## What you need to do:
Take the data below and filter it for lines containing the word "strokeStyle"; show each line found.

## Data supplied:
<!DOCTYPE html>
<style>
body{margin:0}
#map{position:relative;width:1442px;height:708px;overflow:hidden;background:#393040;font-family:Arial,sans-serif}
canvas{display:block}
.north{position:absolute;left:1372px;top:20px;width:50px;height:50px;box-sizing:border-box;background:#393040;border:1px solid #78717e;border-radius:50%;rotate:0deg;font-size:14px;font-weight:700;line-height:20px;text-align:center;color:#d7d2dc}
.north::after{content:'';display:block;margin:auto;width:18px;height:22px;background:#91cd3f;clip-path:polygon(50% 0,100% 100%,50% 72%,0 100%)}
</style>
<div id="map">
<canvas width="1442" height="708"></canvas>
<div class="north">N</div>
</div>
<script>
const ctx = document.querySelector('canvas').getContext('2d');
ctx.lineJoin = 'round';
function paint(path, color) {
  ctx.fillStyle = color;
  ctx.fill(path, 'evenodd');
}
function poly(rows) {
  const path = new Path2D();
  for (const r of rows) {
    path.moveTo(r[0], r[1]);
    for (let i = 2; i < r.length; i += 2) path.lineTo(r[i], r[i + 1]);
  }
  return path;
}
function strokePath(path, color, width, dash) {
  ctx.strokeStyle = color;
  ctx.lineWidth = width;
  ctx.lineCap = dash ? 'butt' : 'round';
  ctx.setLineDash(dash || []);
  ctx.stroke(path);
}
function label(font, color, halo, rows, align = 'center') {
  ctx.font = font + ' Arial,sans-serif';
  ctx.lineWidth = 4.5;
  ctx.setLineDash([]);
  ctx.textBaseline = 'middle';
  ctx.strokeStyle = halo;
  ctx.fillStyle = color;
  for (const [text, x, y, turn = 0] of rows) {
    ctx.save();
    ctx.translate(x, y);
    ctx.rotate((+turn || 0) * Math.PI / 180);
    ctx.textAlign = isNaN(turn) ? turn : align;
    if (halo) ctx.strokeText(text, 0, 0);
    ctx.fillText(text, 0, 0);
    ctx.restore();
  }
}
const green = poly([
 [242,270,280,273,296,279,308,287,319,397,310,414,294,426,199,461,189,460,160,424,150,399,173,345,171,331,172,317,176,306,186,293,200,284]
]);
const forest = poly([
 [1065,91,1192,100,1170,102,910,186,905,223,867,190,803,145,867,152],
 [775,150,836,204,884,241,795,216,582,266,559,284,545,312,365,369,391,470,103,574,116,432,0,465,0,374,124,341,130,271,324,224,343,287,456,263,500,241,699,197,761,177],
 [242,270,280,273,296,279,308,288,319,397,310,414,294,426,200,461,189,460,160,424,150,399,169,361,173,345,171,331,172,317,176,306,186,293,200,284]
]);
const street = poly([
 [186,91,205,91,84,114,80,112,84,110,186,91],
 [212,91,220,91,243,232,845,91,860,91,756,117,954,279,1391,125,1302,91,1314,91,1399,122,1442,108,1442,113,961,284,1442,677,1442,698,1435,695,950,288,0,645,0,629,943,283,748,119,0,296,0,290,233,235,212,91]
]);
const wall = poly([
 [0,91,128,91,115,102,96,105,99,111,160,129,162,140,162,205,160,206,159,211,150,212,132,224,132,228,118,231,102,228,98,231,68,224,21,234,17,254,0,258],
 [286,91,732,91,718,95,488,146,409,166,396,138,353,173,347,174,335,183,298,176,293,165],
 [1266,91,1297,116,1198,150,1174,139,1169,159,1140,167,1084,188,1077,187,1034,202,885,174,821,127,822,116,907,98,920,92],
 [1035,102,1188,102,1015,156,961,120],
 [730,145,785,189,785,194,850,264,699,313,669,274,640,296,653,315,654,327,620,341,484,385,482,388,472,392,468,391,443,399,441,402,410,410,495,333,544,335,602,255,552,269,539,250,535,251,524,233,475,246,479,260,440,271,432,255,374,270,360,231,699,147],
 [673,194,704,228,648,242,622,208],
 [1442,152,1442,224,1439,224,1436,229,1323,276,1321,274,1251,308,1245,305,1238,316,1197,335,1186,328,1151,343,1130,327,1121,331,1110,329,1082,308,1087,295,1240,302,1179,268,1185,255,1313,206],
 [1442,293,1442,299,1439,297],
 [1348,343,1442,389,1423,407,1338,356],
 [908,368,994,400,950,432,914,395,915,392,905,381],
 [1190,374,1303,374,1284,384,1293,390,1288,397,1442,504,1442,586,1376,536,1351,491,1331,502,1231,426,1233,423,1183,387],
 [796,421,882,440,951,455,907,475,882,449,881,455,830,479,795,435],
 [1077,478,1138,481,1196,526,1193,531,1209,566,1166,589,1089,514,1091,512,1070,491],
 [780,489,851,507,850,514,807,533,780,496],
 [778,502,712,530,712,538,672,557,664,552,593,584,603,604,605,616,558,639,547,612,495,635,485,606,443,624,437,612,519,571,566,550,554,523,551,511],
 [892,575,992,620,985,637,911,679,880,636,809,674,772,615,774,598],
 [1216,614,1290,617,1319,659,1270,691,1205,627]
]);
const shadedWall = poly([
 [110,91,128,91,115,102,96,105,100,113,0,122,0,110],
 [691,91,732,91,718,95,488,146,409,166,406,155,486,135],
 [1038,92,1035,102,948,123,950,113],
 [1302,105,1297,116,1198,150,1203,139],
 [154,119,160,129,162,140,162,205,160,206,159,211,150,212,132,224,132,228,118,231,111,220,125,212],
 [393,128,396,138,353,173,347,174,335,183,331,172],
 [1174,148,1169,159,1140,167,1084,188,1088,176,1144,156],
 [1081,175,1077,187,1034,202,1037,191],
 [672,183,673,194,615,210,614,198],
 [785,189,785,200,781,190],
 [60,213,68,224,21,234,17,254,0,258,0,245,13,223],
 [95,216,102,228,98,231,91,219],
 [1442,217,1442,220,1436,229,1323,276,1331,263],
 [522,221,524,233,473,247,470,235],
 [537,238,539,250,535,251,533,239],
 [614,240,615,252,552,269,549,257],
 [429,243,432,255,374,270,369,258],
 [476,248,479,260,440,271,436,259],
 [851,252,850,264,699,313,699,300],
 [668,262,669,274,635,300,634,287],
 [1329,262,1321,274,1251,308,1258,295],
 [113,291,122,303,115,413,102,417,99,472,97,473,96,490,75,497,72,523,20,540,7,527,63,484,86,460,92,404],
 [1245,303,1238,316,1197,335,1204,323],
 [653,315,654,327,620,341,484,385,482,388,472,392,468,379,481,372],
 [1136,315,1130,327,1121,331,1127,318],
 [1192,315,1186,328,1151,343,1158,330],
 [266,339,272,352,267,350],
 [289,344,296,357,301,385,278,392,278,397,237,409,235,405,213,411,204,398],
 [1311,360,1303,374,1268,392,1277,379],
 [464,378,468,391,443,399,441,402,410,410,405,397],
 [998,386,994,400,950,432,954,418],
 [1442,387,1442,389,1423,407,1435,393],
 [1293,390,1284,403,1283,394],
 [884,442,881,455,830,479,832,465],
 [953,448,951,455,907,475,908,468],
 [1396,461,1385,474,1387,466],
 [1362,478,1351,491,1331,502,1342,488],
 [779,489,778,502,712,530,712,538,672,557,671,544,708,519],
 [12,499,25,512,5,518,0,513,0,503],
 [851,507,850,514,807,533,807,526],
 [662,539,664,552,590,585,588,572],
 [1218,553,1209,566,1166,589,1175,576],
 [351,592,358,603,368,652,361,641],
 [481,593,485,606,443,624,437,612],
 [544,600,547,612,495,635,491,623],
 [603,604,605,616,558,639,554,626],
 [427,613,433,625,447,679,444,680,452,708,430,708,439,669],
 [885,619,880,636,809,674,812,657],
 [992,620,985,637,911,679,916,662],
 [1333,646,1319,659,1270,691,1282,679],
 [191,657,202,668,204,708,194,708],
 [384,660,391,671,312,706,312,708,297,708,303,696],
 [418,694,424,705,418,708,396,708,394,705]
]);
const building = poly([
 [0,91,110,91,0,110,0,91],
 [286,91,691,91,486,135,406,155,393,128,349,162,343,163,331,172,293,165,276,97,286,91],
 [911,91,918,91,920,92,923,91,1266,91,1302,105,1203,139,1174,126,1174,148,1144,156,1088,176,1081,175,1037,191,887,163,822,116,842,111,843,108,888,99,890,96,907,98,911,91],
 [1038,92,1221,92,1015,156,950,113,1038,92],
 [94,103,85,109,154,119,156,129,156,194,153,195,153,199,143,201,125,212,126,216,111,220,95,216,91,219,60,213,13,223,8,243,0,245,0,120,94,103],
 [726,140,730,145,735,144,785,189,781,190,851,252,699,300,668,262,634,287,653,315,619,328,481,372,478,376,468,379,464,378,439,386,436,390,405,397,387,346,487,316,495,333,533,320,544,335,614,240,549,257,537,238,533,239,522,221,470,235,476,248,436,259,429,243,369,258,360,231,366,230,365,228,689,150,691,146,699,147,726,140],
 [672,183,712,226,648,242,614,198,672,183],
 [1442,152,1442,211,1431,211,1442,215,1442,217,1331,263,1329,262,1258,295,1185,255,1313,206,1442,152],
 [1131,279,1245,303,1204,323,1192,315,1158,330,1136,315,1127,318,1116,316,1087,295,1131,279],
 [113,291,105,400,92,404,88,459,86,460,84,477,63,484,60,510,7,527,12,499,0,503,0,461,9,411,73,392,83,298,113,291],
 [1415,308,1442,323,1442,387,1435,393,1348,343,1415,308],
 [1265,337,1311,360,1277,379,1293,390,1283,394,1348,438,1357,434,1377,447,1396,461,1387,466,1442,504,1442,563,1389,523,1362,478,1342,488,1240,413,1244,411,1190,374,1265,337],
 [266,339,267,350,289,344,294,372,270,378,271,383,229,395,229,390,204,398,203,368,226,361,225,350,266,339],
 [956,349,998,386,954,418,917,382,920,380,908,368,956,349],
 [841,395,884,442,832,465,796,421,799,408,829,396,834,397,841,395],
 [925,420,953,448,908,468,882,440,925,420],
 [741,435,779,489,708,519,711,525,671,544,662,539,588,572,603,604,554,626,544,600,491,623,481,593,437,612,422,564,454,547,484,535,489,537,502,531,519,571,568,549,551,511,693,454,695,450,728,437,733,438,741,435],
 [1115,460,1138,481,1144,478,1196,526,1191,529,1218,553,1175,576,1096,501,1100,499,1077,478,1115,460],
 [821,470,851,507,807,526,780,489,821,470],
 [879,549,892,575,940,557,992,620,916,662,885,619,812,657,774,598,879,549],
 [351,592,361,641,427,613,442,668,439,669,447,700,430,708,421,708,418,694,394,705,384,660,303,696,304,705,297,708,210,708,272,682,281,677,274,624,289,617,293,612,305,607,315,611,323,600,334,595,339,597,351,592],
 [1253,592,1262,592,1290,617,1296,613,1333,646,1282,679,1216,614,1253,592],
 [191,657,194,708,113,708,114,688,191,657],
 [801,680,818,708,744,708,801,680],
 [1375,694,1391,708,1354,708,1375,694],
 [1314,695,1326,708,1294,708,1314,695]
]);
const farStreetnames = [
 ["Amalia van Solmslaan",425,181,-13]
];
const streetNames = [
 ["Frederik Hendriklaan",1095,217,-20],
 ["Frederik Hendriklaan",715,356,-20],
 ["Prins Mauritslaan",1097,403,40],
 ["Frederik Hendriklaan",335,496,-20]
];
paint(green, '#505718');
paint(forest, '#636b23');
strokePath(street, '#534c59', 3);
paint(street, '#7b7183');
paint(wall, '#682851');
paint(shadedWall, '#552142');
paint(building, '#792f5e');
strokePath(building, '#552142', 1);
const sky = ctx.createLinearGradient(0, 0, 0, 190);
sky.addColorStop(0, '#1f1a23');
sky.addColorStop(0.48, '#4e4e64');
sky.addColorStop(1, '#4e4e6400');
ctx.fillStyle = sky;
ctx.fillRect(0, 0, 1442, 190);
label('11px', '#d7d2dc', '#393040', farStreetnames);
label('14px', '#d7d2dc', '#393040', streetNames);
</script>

## Result of the task:
  ctx.strokeStyle = color;
  ctx.strokeStyle = halo;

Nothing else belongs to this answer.